Test-driven methodology: We use multiple medical audio datasets to evaluate performance. No single evaluation dataset can represent all possible customer use cases. That is because evaluation datasets vary based on their demographic makeup (the number and type of defined groups), the amount of confounding variation (quality of content, fit for purpose), the types and quality of labels available, and other factors. Groups in a dataset can be defined by acoustic features (such as pitch, tone, intonation), demographic attributes (such as dialect, gender, age and ancestry), confounding variables (channel-specific, e.g., recording equipment varieties, and lexical complexity-related, e.g., consultation length, the number of specialized terms used, etc.), or a mix of all three. Different evaluation datasets vary across these and other factors. Because of this, all metrics – both overall and for groups – vary from dataset to dataset. Taking this variation into account, our development process examines AWS HealthScribe performance using multiple evaluation datasets, takes steps to increase accuracy for groups on which the AI performed least well, works to improve the suite of evaluation datasets, and then iterates.

Fairness and bias: Our goal is for AWS HealthScribe to (1) accurately transcribe medical consultation audio, and (2) accurately transcribe and summarize clinical notes for the full diversity of patient/clinician interactions. To achieve this, we use the iterative development process described above. As part of this process, we build datasets to capture a diverse range of human voices and acoustic features under a wide range of confounding factors. We routinely test on datasets for which we have reliable and self-reported demographic labels. We define speaker groups by demographic attributes such as ancestry, age, and gender. As an example, on one dataset of scripted clinician/patient conversations, which reduces the variation in conversational difficulty that is introduced by unscripted speech, we find that across 28 demographic groups (such as Female+Asian ancestry, Male+European ancestry), the F1 word recognition (all words, including medical terms) accuracy was 84% or higher for every group of speakers. We use the same dataset to measure how complete the generated summaries are compared to a corresponding set of facts extracted by human clinicians, and how faithful the generated summaries are compared to the consultation transcripts. In this test we find the summarization F1 score of factual completeness and factual correctness to be 72%. Because results depend on AWS HealthScribe, the customer workflow and the test dataset, customers should test AWS HealthScribe on their own content, and follow the recommendations in the workflow design section below.

Explainability: AWS HealthScribe returns timestamps and confidence scores for each word transcribed in the audio. Customers can use the timestamps to listen to the segments of the input audio and verify the transcript content. For the note generation capability, AWS HealthScribe provides the summary along with evidence mapping, which links every sentence in the summary to the relevant dialogue in the transcript. Customers can use the evidence mapping to verify and understand the context behind the insight.

Robustness: To test the robustness of AWS HealthScribe’s transcription and summarization capability, we evaluate performance on a wide variety of datasets across different medical consultation settings. The AI system is trained to be resilient under various acoustic environments, such as recording quality, background noise and room reverberation. Furthermore, it is optimized to handle consultations of varying lengths, across numerous medical conditions, and adapt to the unique speaking styles of various clinicians and patients.

Privacy and security: AWS HealthScribe processes only audio input data. Audio inputs are never included in the output returned by the service. Inputs and outputs are never shared between customers. AWS HealthScribe does not train on customer content. See Section 50.3 of the AWS Service Terms and the AWS Data Privacy FAQ for more information. For service-specific privacy and security information, see the AWS HealthScribe FAQs.

Transparency: Where appropriate for their use case, customers who incorporate AWS HealthScribe in their workflow are encouraged to disclose their use of ML and ASR technology to end users and other individuals impacted by the application, and give their end users the ability to provide feedback to improve workflows. In their documentation, customers can also reference this AI Service Card.
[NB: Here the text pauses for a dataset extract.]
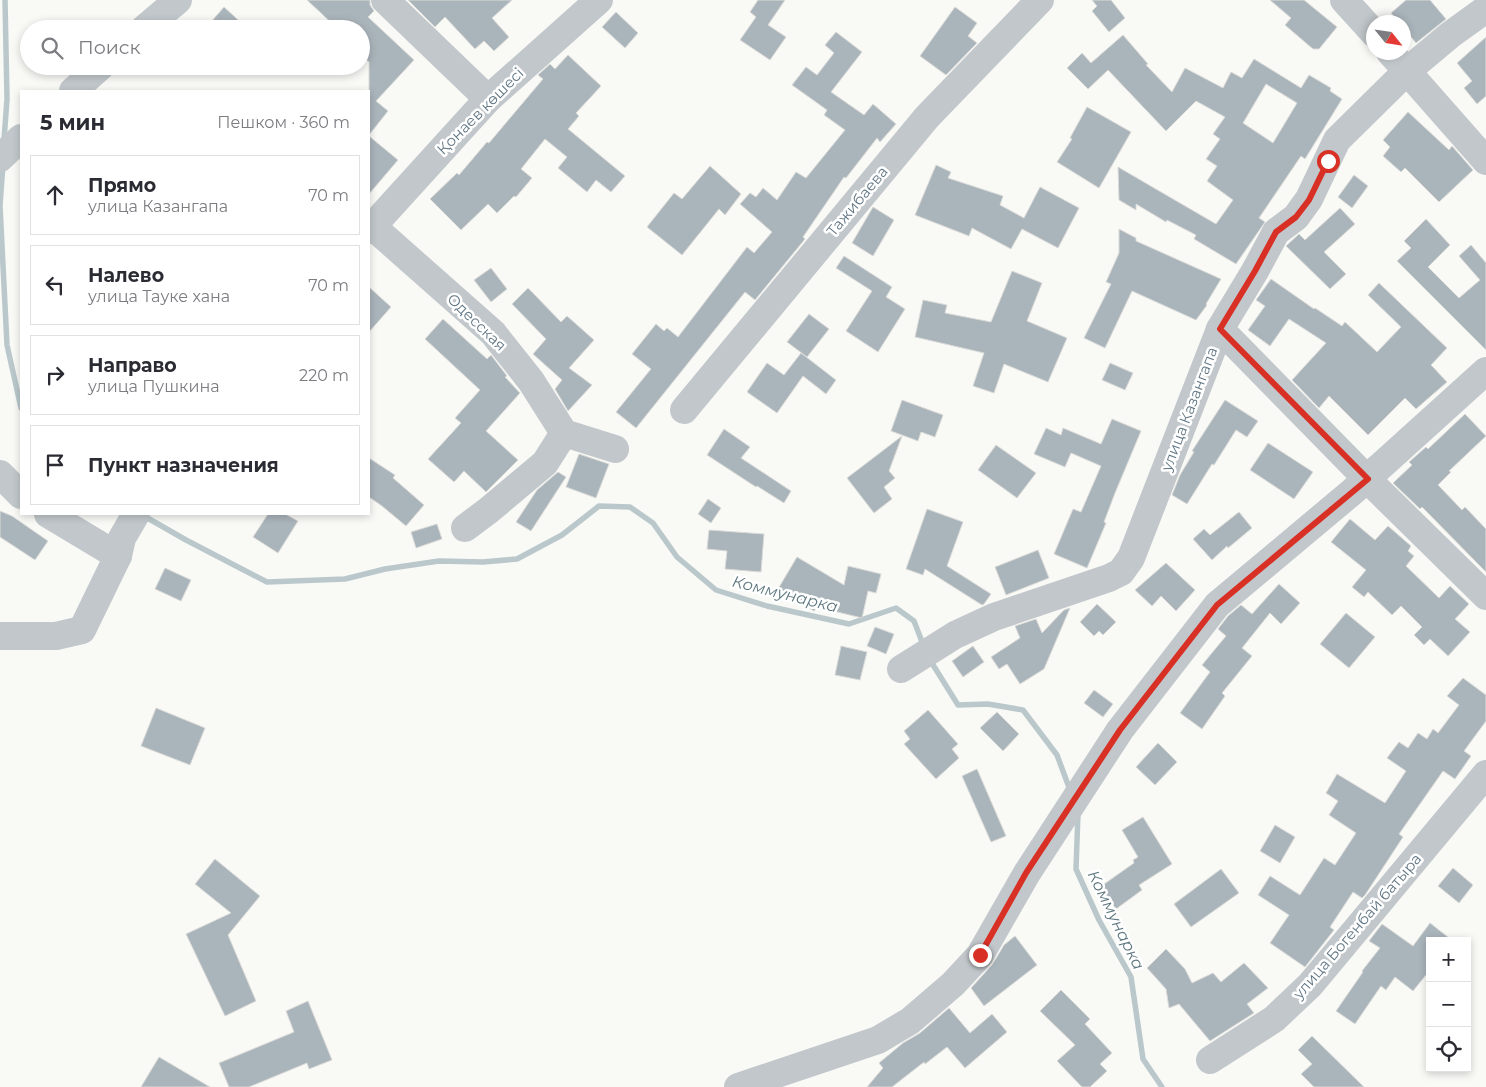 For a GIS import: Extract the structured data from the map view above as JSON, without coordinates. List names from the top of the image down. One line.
{"streets":{"street":["Қонаев көшесі","Тажибаева","Одесская","улица Казангапа","улица Богенбай батыра"]},"crossings":[["Қонаев көшесі","Одесская"]],"water":["Коммунарка"],"north":"bottom right","page":{"search":"Поиск","heading":["5 мин","Пешком · 360 m"],"list":[["Прямо","улица Казангапа","70 m"],["Налево","улица Тауке хана","70 m"],["Направо","улица Пушкина","220 m"],"Пункт назначения"],"map_buttons":["+","−"]}}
Governance: We have rigorous methodologies to build our AWS AI services in a responsible way, including a working backwards product development process that incorporates Responsible AI at the design phase, design consultations and implementation assessments by dedicated Responsible AI science and data experts, routine testing, reviews with customers, and best practice development, dissemination, and training.

Deployment and performance optimization best practices

We encourage customers to build and operate their applications responsibly, as described in the AWS Responsible Use of Machine Learning guide. This includes implementing Responsible AI practices to address key dimensions including fairness and bias, robustness, explainability, privacy and security, transparency, and governance.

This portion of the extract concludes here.